*** Opening of DATA RECORDS ***
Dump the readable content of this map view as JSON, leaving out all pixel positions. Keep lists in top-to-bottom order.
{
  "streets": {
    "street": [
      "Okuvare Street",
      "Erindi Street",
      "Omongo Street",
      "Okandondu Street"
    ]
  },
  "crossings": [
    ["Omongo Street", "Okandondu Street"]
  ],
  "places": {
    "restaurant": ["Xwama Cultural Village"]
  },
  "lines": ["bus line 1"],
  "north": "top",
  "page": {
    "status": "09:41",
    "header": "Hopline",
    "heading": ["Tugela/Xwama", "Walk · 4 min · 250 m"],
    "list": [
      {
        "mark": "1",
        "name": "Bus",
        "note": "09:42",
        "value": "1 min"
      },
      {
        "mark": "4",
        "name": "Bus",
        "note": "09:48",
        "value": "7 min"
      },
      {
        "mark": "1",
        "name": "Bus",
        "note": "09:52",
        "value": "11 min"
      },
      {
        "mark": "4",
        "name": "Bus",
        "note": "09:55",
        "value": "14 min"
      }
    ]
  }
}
*** Close of DATA RECORDS ***
▸ TASK TO COMPLETE
In the entries above, find lines with "Okandondu" and copy each.

▸ EXERCISE OUTPUT
      "Okandondu Street"
    ["Omongo Street", "Okandondu Street"]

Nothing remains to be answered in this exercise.